Discouraging News About Homelessness

Nels Johnson

Last week Multnomah County and Street Roots released their second annual report on homeless deaths in Multnomah County. The report found that 56 Portlanders died last year while experiencing homelessness. 2012 yielded nine more deaths than the 47 reported deaths from 2011. The causes of death were numerous, drug overdoses, beatings, suicides, freezing to death, and cardiac heart failure just to name a few. The evidence points to greater hardships on those experiencing homelessness and greater challenges than in years past; the news isn’t good, especially for a progressive city that prides itself on its ability to care for the most vulnerable.

One of the most troubling things about the report is how little we know about the people who died. We don’t know who their families were, what they were like, what their stories were, or what their struggles where. In most cases, we barely even know their names and ages; the dead are reduced to abstract numbers and statistics staring back at us from a bland white page. It’s like they aren’t even human.

How did we get here?

In his famous work on how ordinary people become capable of carrying out horrendous acts of evil, Dr. James Waller argues in “Becoming Evil,” that the first step of committing evil is turning a group of people into the “other,” and drawing distinctions between yourself and other people groups, viewing them as less than equal, not even human sometimes. When we view people as “other” or different than us, it becomes much easier to marginalize them, treat them differently or inferior, and even in some cases, commit heinous acts of evil against them. Viewing someone as “other” dehumanizes them, taking away their dignity. Waller’s point is that we often label different groups of people consciously and sometimes unconsciously. Rather than seeing Portlanders, we see people as poor, illegal, homeless, or “different.” In doing so it becomes easier for us to passively and actively marginalize people and support public policies that also marginalize them.

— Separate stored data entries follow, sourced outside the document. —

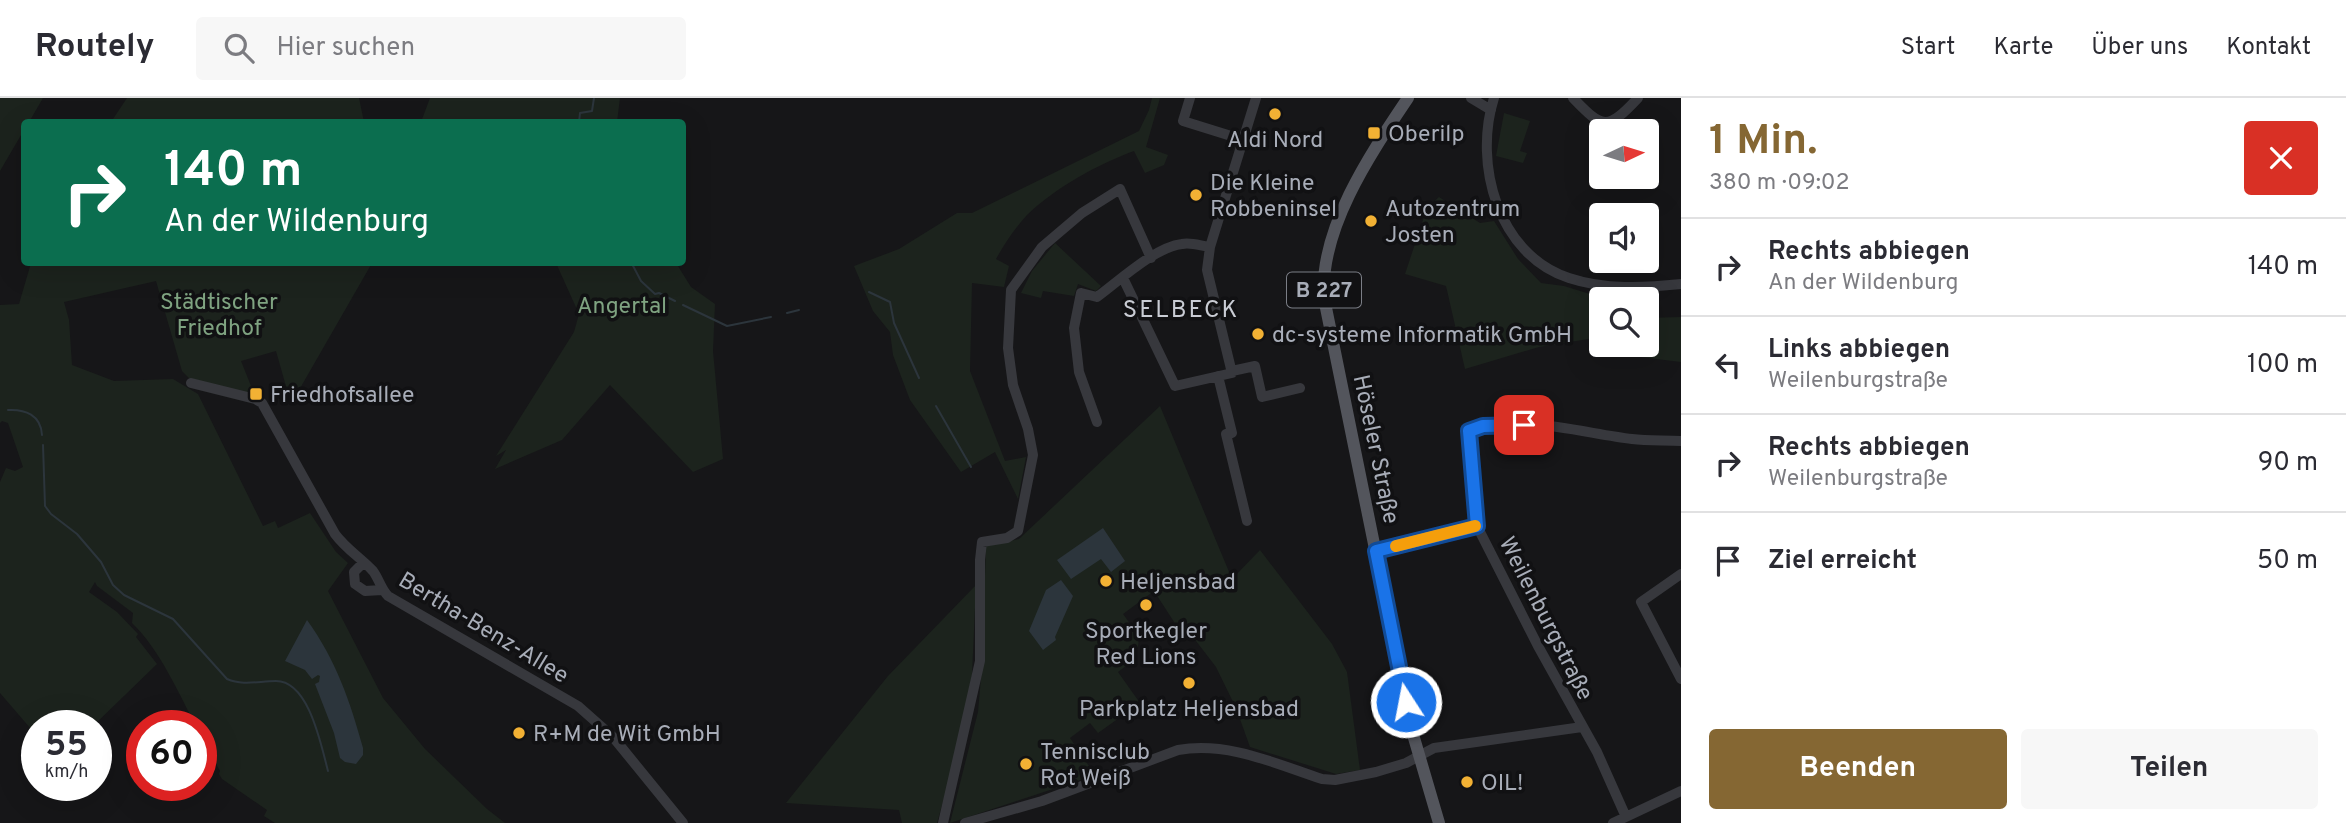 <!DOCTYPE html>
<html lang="de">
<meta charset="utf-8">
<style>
body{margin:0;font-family:Overpass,sans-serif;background:#f7f7f7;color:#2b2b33;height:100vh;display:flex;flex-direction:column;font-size:26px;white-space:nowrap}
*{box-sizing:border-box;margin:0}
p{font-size:23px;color:#7c7c81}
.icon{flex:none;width:38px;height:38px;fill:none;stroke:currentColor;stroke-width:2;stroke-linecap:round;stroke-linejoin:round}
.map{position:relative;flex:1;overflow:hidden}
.side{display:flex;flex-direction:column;background:#fff;width:665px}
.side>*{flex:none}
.top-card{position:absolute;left:21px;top:21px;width:665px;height:147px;border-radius:7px;box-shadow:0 7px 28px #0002;background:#0b6e4f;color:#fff;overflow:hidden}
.needle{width:46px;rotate:86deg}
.fabs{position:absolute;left:1589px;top:21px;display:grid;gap:14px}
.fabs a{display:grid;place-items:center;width:70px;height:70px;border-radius:7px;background:#fff;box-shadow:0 7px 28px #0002;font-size:35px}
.speed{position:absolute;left:21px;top:612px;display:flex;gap:14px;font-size:35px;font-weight:700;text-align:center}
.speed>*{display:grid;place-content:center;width:91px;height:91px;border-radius:50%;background:#fff;box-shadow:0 7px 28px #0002;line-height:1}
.speed small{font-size:18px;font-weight:400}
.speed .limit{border:10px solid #d22;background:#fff;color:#111}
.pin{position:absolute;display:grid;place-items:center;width:60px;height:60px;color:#fff;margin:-30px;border-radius:14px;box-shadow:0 4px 10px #0006}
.me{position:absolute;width:77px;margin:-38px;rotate:349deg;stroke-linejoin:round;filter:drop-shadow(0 0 5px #0008)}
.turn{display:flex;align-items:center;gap:24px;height:147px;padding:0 28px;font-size:32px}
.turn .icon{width:91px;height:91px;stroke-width:2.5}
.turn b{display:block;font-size:49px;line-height:60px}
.round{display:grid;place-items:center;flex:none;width:74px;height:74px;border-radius:7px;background:#f7f7f7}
.overview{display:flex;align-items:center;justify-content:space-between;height:119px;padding:0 28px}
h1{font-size:42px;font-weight:700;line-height:52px;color:#856733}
.primary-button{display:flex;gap:14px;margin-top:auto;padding:14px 28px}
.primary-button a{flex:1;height:80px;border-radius:7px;background:#856733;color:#fff;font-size:28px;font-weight:700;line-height:80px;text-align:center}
.primary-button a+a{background:#f7f7f7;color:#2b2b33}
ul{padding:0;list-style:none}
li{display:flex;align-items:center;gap:21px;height:98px;padding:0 28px;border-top:2px solid #e1e1e2}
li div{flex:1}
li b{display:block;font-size:26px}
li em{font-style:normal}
header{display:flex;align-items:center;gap:42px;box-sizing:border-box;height:98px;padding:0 35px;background:#fff;border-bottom:2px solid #e1e1e2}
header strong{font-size:33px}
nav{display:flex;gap:38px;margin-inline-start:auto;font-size:24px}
.search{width:490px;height:63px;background:#f7f7f7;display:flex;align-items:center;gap:18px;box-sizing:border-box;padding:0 24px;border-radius:7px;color:#7c7c81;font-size:26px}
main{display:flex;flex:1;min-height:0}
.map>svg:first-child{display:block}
.green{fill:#1c231d}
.water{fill:#2c353c}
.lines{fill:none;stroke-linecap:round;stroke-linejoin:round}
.stream{stroke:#2c353c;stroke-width:2}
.minor{stroke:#37383d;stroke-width:10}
.major{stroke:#53555c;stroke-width:12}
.route-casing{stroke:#114b97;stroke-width:18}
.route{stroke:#1a73e8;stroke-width:12}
.slow{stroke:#f59e0b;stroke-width:12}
.poi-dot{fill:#f2b134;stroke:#111113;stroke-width:2.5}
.labels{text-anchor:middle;stroke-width:7;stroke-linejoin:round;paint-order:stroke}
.shield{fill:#111113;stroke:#7b7e86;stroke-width:2}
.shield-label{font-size:21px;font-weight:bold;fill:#a8adb8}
.poi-label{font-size:23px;fill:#a8adb8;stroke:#111113;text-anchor:start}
.park-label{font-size:23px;fill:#7fa381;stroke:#111113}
.street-label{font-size:23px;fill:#a8adb8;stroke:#111113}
.neighbourhood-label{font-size:24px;letter-spacing:2px;fill:#c9ccd4;stroke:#111113}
</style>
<header>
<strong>Routely</strong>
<div class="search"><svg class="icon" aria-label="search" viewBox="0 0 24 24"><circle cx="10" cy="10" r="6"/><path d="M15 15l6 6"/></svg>Hier suchen</div>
<nav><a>Start</a><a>Karte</a><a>Über uns</a><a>Kontakt</a></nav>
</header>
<main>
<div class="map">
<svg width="1681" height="725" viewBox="0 0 1681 725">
<rect width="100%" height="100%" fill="#161618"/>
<path class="green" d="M0,0h43l-14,24h-5v8l-24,41z
M127,0h232l5,24h-253z
M430,0h190l-3,24h-196z
M1152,0h8l-14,49 22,8 -4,10 -19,8 -11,-22c-36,13 -79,37 -107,64 -12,13 -22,28 -31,44l13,7 -5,21 -32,-4 -2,88 35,90 21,-4 -8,42 -23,-47 -34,20 -51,-72 -17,-45 -3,-23 -17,-21 -19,-45 45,-17 58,-36h15l167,-82 10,-21z
M1504,15l26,8 -10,30 7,2 -4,10 -27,-7z
M1439,99l41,26 14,-2 24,38 23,24 23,3 26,8 1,25h10v18l-62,10 -74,22 -19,-83 -41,-12 22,-66z
M1055,145l46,43 -5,5 -18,-7 -4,12 -31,-5 -2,7 -20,-5 11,-22z
M31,165h341l-81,141 -15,-53 -35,10 14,35 -66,-18 -7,-7 -26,-90 -92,21 5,18 3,45 42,16 59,-2 25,15 65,132 12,-5 3,7 32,-15 26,39 12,11 -20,28 55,107 42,51 62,60 18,14h-230l-11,-7 3,-6 -45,-31 -3,-5 1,-3 -19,-35v-10h-5c-18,-34 -36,-76 -64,-103l1,-10 -36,-27 -2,-4 -6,10 28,20 21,22 -2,3 21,27 -64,62h-56v10l-37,-43v-211l6,-14 9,3 8,-4 -15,-44 -6,-2 -2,2v-118l19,-1z
M556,165h120l15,24 24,17 -2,47 10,108 -30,13 -83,-87 -48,55 -67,29 11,-19 -10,6 78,-124 5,-18z
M1681,219v45l-49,-6 -5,-11h20v-27z
M1160,308l72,173 28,-29 72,94 15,28 13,98 -24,4 -86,-27 -14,-39 -20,-41 -33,-43 -5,4 -24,-37 -31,23 16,22 -1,11 -17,12 5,7 -8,6 22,31 -42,30 -8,-10 -20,15 25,37 -145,48 28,-111 5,-57 -1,-73 3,-7 1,-29 33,-7z
M976,487l-4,90 -15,77 -20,71h-35l-3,-13 -113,-7 102,-127z"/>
<path class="water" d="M1103,430l22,33 -14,11 -10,-13 -30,20 -14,-19z
M1061,482l12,16 -18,41 1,3 -13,10 -14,-19 17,-41z
M307,522c29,40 43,81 56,128v7l-7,9 -11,-2 -5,-4 -6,-25 -19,-49 4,-2 1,-6 -2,-1 -6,4 -7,-9 -20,-9z"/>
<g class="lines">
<path class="stream" d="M579,24l1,-9 12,-2 2,-13
M631,164l10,19 14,13 4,-1 16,8
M869,194l21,10 4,21 25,55
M683,207l44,21 44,-9
M787,215l12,-3
M936,308l35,61
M8,312c17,-1 33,5 34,25
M43,347l2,61 6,8 26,20 24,28 12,23 11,10 49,24 54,60c16,7 32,2 49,2 33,0 45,64 52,90"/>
<path class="minor" d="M1190,0l-7,23 61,19
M1471,0l20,12
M1494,0c-21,66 4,157 75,180 36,12 75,10 112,6
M1573,0c30,31 34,33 65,0
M1123,180l52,108 57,-13 -25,-103 3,-23 46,-149
M1232,273l23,-5 7,31 38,-9
M1218,278l14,57 -6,1 21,87
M191,285l64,16 7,4 73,131c11,15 26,24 38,37 6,8 8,18 15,25l190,110 35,31 70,86
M1097,324l-18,-50 -5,-44 7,-35 16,4c22,-16 58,-50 85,-53 9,-2 19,2 28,3
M1376,453l101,-25
M363,465l-9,9 1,12 10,7 17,-1
M1681,476l-40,28 40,77
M1626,719l-29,-65 -59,-106 -61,-120 -8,-95c48,-18 113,2 163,8 16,2 33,1 49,2
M943,725l37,-162v-101l2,-18 25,-4 11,-7 15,-76 -5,-26 -15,-44 -5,-37 3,-58 31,-43 40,-34 38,-24 31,69
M965,725l77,-22 136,-51c50,-9 98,14 144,29l13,1 41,-8 30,-9 28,-15 148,-21
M1613,725l68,-32"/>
<path class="major" d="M1408,0c-37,55 -89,131 -84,200l88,433 27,92"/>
</g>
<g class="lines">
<defs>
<path id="route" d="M1406,604l-30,-151 101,-25 -8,-95 14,-5 41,-1"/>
</defs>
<use href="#route" class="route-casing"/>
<use href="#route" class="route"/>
<path class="slow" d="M1396,448l79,-20"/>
</g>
<g class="poi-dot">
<circle cx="1275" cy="16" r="7"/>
<rect x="1367" y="28" width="14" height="14" rx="3.5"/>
<circle cx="1196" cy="97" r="7"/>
<circle cx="1371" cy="123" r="7"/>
<circle cx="1258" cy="236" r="7"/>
<rect x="249" y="289" width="14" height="14" rx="3.5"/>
<circle cx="1106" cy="483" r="7"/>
<circle cx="1146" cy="507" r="7"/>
<circle cx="1189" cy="585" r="7"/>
<circle cx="519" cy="635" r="7"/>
<circle cx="1026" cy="666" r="7"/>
<circle cx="1467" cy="684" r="7"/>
</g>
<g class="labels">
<rect class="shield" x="1287" y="174.5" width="74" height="35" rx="5"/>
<g class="shield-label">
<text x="1324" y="199">B 227</text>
</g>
<g class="poi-label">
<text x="1388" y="43">Oberilp</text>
<text x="1275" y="49" text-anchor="middle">Aldi Nord</text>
<text x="1210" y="92">Die Kleine<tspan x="1210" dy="26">Robbeninsel</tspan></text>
<text x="1385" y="118">Autozentrum<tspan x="1385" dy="26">Josten</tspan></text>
<text x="1272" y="244">dc-systeme Informatik GmbH</text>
<text x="270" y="304">Friedhofsallee</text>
<text x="1120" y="491">Heljensbad</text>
<text x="1146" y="540" text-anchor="middle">Sportkegler<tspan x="1146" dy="26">Red Lions</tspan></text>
<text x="1189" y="618" text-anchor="middle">Parkplatz Heljensbad</text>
<text x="533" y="643">R+M de Wit GmbH</text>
<text x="1040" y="661">Tennisclub<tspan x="1040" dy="26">Rot Weiß</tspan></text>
<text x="1481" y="692">OIL!</text>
</g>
<g class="park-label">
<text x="219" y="211">Städtischer<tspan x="219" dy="26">Friedhof</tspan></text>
<text x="622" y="215">Angertal</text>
</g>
<g class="street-label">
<text transform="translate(1377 351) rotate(78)" y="8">Höseler Straße</text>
<text transform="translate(1547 520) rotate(63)" y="8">Weilenburgstraße</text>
<text transform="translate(484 529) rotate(31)" y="8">Bertha-Benz-Allee</text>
</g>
<g class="neighbourhood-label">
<text x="1181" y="219">SELBECK</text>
</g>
</g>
</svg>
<div class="fabs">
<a><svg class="needle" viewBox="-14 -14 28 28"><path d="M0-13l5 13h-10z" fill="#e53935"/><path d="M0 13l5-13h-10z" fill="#7c7c81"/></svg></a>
<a><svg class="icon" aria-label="sound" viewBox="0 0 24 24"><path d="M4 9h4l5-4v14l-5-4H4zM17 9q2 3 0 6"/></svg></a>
<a><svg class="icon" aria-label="search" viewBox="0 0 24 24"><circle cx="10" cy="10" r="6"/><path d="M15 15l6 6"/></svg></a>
</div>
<div class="speed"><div>55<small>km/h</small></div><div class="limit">60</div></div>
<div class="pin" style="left:1524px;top:327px;background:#d93025"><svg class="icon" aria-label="arrive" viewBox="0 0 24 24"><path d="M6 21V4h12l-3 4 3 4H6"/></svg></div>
<svg class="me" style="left:1406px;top:604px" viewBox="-20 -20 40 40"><circle r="17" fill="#1a73e8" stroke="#fff" stroke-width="3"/><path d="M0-11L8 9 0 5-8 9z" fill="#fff"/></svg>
<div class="top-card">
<div class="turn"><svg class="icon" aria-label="right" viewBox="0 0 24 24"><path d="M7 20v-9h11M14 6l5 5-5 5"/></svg><div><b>140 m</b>An der Wildenburg</div></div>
</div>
</div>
<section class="side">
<div class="overview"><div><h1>1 Min.</h1><p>380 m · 09:02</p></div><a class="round" style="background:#d93025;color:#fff"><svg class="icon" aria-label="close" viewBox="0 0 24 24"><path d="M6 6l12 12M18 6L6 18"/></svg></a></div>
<ul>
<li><svg class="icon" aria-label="right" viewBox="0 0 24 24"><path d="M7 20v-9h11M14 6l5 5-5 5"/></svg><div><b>Rechts abbiegen</b><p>An der Wildenburg</p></div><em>140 m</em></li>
<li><svg class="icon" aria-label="left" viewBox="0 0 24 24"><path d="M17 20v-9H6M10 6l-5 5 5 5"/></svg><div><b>Links abbiegen</b><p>Weilenburgstraße</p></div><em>100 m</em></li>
<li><svg class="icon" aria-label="right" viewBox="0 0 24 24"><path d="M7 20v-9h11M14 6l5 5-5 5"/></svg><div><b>Rechts abbiegen</b><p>Weilenburgstraße</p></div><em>90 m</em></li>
<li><svg class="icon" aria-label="arrive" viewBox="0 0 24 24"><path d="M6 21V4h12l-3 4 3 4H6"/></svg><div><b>Ziel erreicht</b></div><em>50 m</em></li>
</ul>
<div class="primary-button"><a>Beenden</a><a>Teilen</a></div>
</section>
</main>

I confess I unintentionally contribute to the dehumanization of the homeless among us all the time. When I see someone with a sign or asking for money on the street I pretend I don’t see them, or can’t hear them. By failing to acknowledge their existence I contribute to their dehumanization. When I do give them money, I do so as quickly and as impersonally as possible, less I’m actually forced to interact and see and feel their humanness and discover it’s no different than my own.

I suspect I’m not alone.

The other night I took a moment to talk with Steve, the local Street Roots vendor where I do my grocery shopping. We talked for 45 minutes about a wide range of topics. Steve started by walking me through the stories in that week’s edition of Street Roots (totally worth the $1 sticker price). The more we talked, the more I realized how much we had in common. We liked the same sports teams, the same places in Portland and had similar upbringings. I also learned more about what it was like to be homeless; how it’s hard to interview for a job because you have to find a hiding place to leave your stuff during the day so it won’t get stolen. I learned tricks to stay dry at night when it’s pouring rain.

Steve talked about how being homeless carries with it a certain stigma, one that allows people to ignore him; homelessness is dehumanizing. I also learned that premature deaths on the street are completely preventable, and that we all have the ability to do something about it.

We talked for a long time and after a while, Steve stopped becoming someone who was “other” to me and became just another person trying to do right in life and get by – just like me, just like a lot of us. The more I heard his story the more I realized we’re all a major crisis or two away from housing insecurity; we aren’t that different after all.

I don’t pretend to have all of the answers for the problem of homelessness. Homelessness is an enormously complicated problem with many moving parts and subtleties. But I do know that when we refuse to reduce homelessness to numbers and statistics and instead seek to learn the names and stories behind those whom homelessness effects, our public policy and political discourse are better for it.